Chris Cameron’s debut book documents Maccan’s story for the enjoyment of present and future generations



Chris Cameron’s Maccan Book was launched in 2011 at the Cumberland County Museum & Archives in Amherst, Nova Scotia. Photo courtesy of

by Jamie Heap,

Maccan: a glimpse of the past

Publisher: Chris F. Cameron (November 1, 2011)
Hardcover: 192 pages
ISBN-10: 0987670409
ISBN-13: 978-0987670403

Boxscore: EDMONTON, Alberta, Canada – July 4, 2021 – A native of Maccan and a resident of Edmonton, Alta., Chris Frederick Cameron hoped his first book “would serve a multitude of purposes” which ranged from “offering insights to arousing local interest and arousing in area residents. an appreciation of local history ”. The former military and federal public servant did it (and more) with his first book Maccan: A Glimpse into the Past.

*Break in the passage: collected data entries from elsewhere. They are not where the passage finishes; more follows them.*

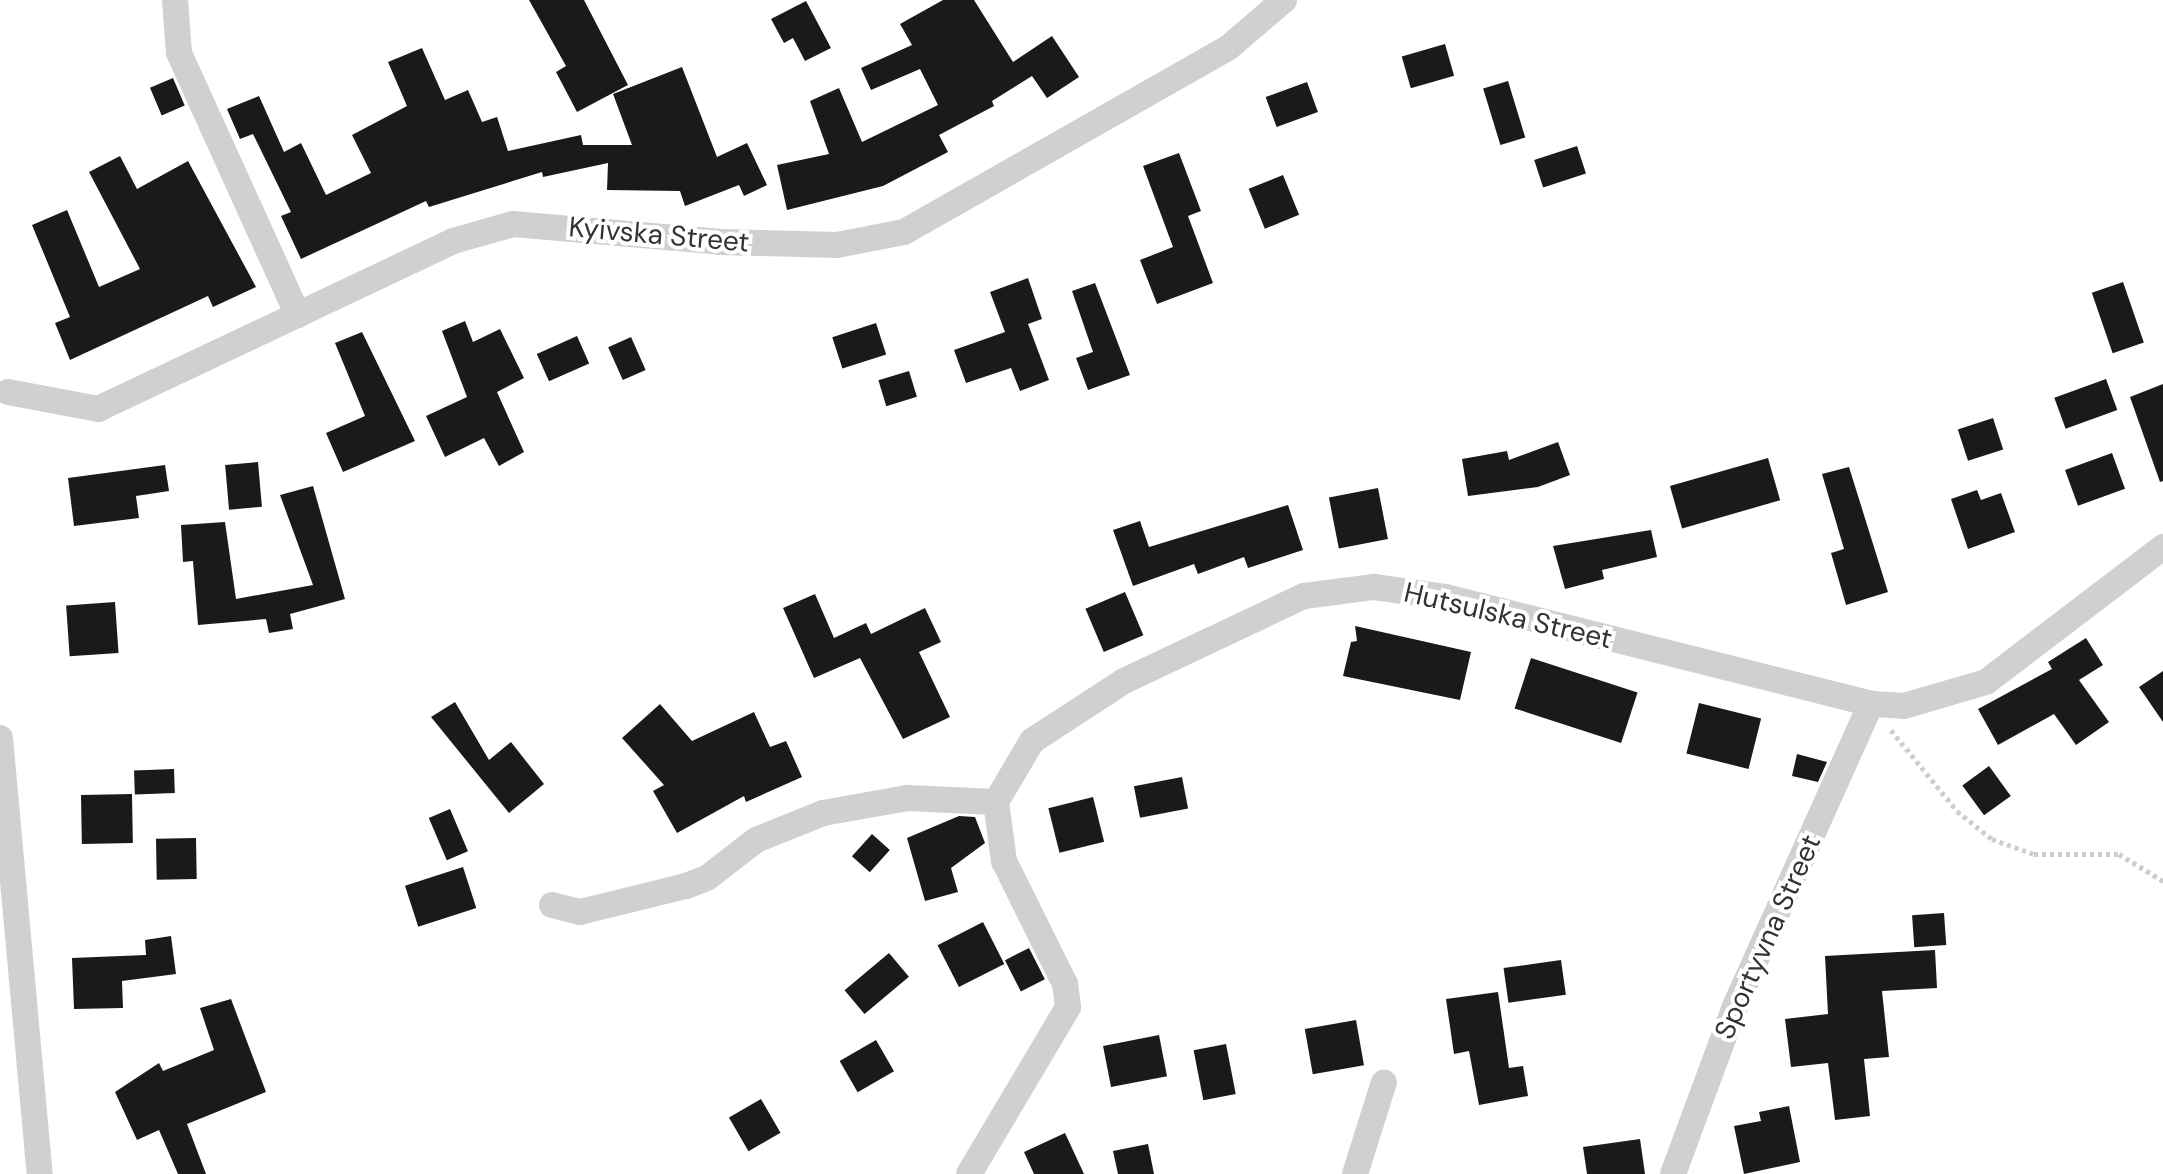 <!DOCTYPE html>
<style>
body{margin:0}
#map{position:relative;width:2163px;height:1174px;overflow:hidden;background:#fff;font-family:"DM Sans",sans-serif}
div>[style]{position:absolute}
.building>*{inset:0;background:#1a1a1a;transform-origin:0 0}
.path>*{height:5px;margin-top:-2.5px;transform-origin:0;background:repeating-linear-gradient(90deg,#cdcdcd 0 4px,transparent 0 8px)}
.minor>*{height:26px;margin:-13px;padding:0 13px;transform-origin:13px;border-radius:13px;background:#d0d0d0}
span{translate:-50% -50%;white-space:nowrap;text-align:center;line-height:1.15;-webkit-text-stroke:8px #fff;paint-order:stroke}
.street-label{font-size:28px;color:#333}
</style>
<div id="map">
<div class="building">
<div style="clip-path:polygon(529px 0,584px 0,628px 85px,577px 112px,556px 72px,566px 66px)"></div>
<div style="clip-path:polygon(943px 0,974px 0,1013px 62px,1052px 36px,1079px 77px,1047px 98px,1032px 76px,992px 101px,994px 106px,939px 135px,948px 152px,883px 186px,787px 210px,777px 165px,829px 154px,810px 101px,839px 88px,862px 142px,938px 105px,920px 69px,871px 90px,861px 68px,912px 45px,900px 24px)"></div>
<div style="clip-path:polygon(806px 1px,831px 48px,805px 61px,793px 38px,784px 43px,771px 19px)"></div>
<div style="left:1445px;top:44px;width:33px;height:45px;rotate:74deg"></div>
<div style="clip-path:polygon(422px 48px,445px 100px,468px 90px,482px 122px,497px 117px,508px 151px,581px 135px,583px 145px,632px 145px,613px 94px,682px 67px,717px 157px,747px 143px,767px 185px,744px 196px,739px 185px,685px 206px,680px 191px,607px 190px,608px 163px,543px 177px,542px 172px,429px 207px,426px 201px,301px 259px,281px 216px,291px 212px,253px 134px,240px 139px,227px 109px,259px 96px,284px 152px,301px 143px,326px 195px,371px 173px,352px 135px,407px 106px,388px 62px)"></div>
<div style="left:173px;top:78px;width:30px;height:25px;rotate:67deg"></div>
<div style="left:1508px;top:81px;width:59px;height:26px;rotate:73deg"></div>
<div style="left:1307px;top:82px;width:32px;height:44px;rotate:70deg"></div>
<div style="left:1577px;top:146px;width:29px;height:45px;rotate:72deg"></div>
<div style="clip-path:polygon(1179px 153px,1201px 211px,1188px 216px,1213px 283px,1157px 304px,1140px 260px,1173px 247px,1143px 166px)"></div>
<div style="clip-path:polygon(120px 156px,137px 189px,188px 161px,256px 287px,213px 307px,208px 296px,70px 360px,55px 323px,70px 317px,32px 225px,67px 210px,99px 287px,140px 269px,89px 172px)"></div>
<div style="left:1283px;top:175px;width:43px;height:37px;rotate:68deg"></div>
<div style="clip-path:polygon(1028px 278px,1042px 319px,1028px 324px,1049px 380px,1020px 391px,1011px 368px,966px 383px,954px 350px,1005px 332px,990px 292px)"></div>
<div style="left:2123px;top:282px;width:64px;height:33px;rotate:71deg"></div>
<div style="clip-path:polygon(1095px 283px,1130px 375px,1088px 390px,1076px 358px,1093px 352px,1072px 291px)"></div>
<div style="clip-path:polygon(465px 321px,473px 342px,500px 329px,524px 378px,497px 392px,524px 452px,499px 466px,484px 438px,445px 457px,426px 416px,467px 397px,442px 331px)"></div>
<div style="left:876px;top:323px;width:33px;height:46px;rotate:72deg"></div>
<div style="clip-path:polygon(362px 332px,415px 441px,343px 472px,326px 433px,365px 416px,335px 343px)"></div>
<div style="left:577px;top:336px;width:30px;height:44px;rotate:66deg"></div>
<div style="left:631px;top:337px;width:36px;height:25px;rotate:66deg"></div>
<div style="left:909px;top:371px;width:27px;height:32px;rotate:73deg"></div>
<div style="left:2106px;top:379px;width:33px;height:55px;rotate:70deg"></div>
<div style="clip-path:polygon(2163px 384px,2163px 481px,2160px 482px,2130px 397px)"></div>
<div style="left:1993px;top:418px;width:33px;height:37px;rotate:72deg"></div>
<div style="clip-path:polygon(1558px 442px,1570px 475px,1538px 487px,1468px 496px,1462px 459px,1507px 451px,1509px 460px)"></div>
<div style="left:2112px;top:453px;width:38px;height:50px;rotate:70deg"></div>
<div style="left:1768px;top:458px;width:44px;height:102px;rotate:74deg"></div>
<div style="left:258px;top:462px;width:45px;height:33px;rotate:85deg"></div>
<div style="clip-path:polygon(165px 465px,169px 491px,136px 496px,139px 518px,74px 526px,68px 478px)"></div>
<div style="clip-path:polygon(1849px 467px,1888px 592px,1846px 605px,1831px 553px,1844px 549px,1822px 474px)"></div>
<div style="clip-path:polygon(313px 486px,345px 599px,290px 614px,293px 629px,269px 633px,266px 619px,198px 625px,193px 561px,183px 562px,181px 525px,225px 522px,236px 599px,313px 585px,280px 495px)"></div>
<div style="left:1378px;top:488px;width:52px;height:50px;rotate:79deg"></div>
<div style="clip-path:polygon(1977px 490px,1981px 500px,2001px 493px,2015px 532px,1968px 549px,1951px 499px)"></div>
<div style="clip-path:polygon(1288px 505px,1303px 550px,1248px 568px,1244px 557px,1198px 574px,1194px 564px,1133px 586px,1113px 530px,1140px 521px,1149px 547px)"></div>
<div style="clip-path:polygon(1651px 530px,1657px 557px,1602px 570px,1604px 579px,1565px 589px,1553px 546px)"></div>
<div style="left:1125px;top:592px;width:47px;height:43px;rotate:67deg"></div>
<div style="clip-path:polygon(815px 594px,834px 638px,866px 623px,871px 634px,925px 608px,941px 642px,919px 652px,950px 717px,903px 739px,860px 658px,814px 678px,783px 608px)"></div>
<div style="left:115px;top:602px;width:51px;height:49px;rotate:86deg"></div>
<div style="clip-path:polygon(1355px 626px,1471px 652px,1460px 700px,1343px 676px,1351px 642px,1357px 641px)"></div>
<div style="clip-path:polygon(2086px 638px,2103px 665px,2079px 680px,2109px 722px,2076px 745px,2054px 714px,1998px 745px,1978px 709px,2052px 669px,2048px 662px)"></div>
<div style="left:1531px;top:658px;width:112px;height:53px;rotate:18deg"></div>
<div style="clip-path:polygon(2163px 671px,2163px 722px,2139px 687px)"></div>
<div style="clip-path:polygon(455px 702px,489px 760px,511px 742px,544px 784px,509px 813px,431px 717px)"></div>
<div style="left:1699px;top:703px;width:64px;height:52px;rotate:14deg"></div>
<div style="clip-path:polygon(660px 704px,692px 741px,754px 712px,770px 747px,786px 741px,802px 777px,746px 802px,744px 796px,677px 833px,653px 791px,664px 785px,622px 738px)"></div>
<div style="clip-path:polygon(1797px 754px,1827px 762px,1818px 782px,1792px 776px)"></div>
<div style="left:1989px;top:766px;width:37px;height:33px;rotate:54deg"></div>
<div style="left:174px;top:769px;width:24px;height:40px;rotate:88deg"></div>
<div style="left:1182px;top:777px;width:32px;height:49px;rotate:79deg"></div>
<div style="left:132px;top:794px;width:49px;height:51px;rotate:89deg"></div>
<div style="left:1093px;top:797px;width:46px;height:46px;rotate:76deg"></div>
<div style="left:450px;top:809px;width:46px;height:23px;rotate:67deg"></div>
<div style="clip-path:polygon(959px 816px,975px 817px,985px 843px,951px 868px,958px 892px,925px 901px,907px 838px)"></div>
<div style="left:872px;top:834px;width:24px;height:30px;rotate:42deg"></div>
<div style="left:196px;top:838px;width:41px;height:40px;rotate:89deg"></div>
<div style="left:463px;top:867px;width:43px;height:61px;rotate:72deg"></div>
<div style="left:1944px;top:913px;width:32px;height:32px;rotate:86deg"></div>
<div style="left:983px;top:922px;width:47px;height:51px;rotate:63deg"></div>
<div style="clip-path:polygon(171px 936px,176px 974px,122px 981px,123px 1008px,74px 1009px,72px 958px,146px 955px,145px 940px)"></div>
<div style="left:1029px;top:948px;width:35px;height:27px;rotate:63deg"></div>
<div style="clip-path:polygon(1935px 950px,1937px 988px,1882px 991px,1889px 1057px,1864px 1059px,1870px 1116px,1835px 1120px,1828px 1063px,1791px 1067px,1785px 1019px,1828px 1014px,1825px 956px)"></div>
<div style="left:889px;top:953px;width:31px;height:58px;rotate:50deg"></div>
<div style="left:1561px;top:960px;width:35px;height:58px;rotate:82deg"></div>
<div style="clip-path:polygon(1498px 992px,1509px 1068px,1523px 1066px,1528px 1096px,1479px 1105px,1469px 1051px,1454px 1054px,1446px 999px)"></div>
<div style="clip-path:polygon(231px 999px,266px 1092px,187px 1124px,206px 1174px,178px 1174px,159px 1130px,137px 1140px,115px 1092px,159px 1063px,163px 1071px,214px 1050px,200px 1008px)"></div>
<div style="left:1356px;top:1020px;width:46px;height:52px;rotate:80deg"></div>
<div style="left:1159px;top:1035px;width:42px;height:57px;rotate:79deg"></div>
<div style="left:876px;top:1040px;width:36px;height:42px;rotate:60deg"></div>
<div style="left:1226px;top:1044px;width:51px;height:33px;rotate:79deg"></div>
<div style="left:761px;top:1099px;width:39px;height:37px;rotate:60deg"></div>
<div style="clip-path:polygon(1789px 1106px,1800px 1162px,1744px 1174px,1734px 1126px,1761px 1121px,1759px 1112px)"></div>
<div style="clip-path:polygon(1065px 1133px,1084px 1174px,1034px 1174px,1024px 1152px)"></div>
<div style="clip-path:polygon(1640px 1139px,1645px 1174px,1587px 1174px,1583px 1147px)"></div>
<div style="clip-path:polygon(1148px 1144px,1154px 1174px,1118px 1174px,1113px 1151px)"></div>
</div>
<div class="path">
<div style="left:1891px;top:730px;width:104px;rotate:50.8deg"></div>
<div style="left:1957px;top:811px;width:45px;rotate:38.7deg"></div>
<div style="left:1992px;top:839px;width:45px;rotate:19.7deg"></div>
<div style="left:2034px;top:854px;width:85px"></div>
<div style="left:2119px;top:854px;width:52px;rotate:31.5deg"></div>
</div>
<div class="minor">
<div style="left:175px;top:0;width:53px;rotate:85.7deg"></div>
<div style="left:179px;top:53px;width:288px;rotate:65.6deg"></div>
<div style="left:8px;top:392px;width:92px;rotate:10.7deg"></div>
<div style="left:98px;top:409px;width:393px;rotate:-25.3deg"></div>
<div style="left:453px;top:241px;width:62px;rotate:-15.8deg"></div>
<div style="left:513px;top:224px;width:209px;rotate:4.9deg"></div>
<div style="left:721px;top:242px;width:116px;rotate:1.5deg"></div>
<div style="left:837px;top:245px;width:68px;rotate:-11deg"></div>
<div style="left:904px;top:232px;width:373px;rotate:-29.6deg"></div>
<div style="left:1228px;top:48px;width:74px;rotate:-40.6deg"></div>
<div style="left:0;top:738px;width:438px;rotate:84.8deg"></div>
<div style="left:552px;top:905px;width:29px;rotate:14deg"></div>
<div style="left:580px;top:912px;width:109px;rotate:-13.8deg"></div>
<div style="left:686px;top:886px;width:22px;rotate:-21deg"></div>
<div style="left:707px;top:878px;width:62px;rotate:-37.8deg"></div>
<div style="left:756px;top:840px;width:72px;rotate:-21.9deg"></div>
<div style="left:823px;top:813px;width:85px;rotate:-10.1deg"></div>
<div style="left:907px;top:798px;width:89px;rotate:2.6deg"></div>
<div style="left:969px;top:1174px;width:194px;rotate:-59.3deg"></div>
<div style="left:1068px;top:1007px;width:23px;rotate:-97deg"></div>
<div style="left:1065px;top:984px;width:137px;rotate:-116.4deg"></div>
<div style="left:1004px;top:861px;width:60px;rotate:-97.7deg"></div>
<div style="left:996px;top:802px;width:71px;rotate:-59.5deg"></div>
<div style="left:1032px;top:741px;width:110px;rotate:-33.1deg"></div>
<div style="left:1124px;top:681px;width:199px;rotate:-25.3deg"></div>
<div style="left:1304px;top:596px;width:71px;rotate:-7.3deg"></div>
<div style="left:1374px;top:587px;width:73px;rotate:7.9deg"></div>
<div style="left:1446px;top:597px;width:438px;rotate:14.1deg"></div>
<div style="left:1871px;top:704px;width:33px;rotate:3deg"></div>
<div style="left:1904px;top:706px;width:85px;rotate:-16.3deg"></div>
<div style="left:1986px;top:682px;width:223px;rotate:-37.3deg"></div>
<div style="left:1355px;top:1174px;width:96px;rotate:-72.5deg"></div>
<div style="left:1673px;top:1174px;width:181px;rotate:-69.7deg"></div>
<div style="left:1736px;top:1004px;width:329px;rotate:-65.8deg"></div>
</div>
<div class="street-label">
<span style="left:659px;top:235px;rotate:5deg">Kyivska Street</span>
<span style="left:1508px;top:616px;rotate:13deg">Hutsulska Street</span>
<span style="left:1768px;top:937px;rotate:-66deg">Sportyvna Street</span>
</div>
</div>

Beginning with a chapter devoted to Maccan’s rich Mi`kmaw heritage, Cameron weaves his way through fourteen well-researched chapters that cover topics such as the arrival of Europeans; the evolution of Maccan into a village; the roads of the Maccan and the transport of vehicles; Maccan school days; the arrival of the railway at Maccan; Maccan coal mines, industry and other undertakings up to and including the closure of the Maccan power station.

Cameron also pays homage to the people of Maccan Village, the social fabric of the community. Maccan’s most famous son was Father of Confederation Jonathan McCully. According to Cameron, “” Jonathan McCully was born in the same year as Abraham Lincoln, learned law, taught law, was: called to the Bar of Nova Scotia; journalist; elected to the Legislative Assembly of Nova Scotia -Scotland; appointed Solicitor General of Nova Scotia and Commissioner of Railways; appointed to the Senate of Canada and appointed Justice of the Supreme Court of Nova Scotia. ”Cameron also includes primary source letters regarding Jonathan McCully in the appendix A of his well-written book of nearly 200 pages.

The architectural and religious heritage of Maccan consists of several historic churches. One of these churches is the Maccan United Baptist Church. “The style of Maccan’s United Baptist Church,” writes Cameron, “is generally found in New England with its medium-pitched gable roof, the absence of a steeple, and minimal decorative ornamentation. Pilasters flank both sides. exterior of the main entrance. ” Cameron’s Fourteenth Chapter offers readers some final photographic glimpses of Maccan and the region, both from the sky and from the ground (including one by YO of the mosquito / black fly infested Harrison Lake that I took). Captions from one of Cameron’s photos indicate that “cooking clams at Five Islands was a favorite excursion for many Maccan residents”; some things never change.

Currently available on EBay and while supplies last, Cameron’s Maccan: A Glimpse into the Past will surely be popular with Maccaners and non-Maccaners alike.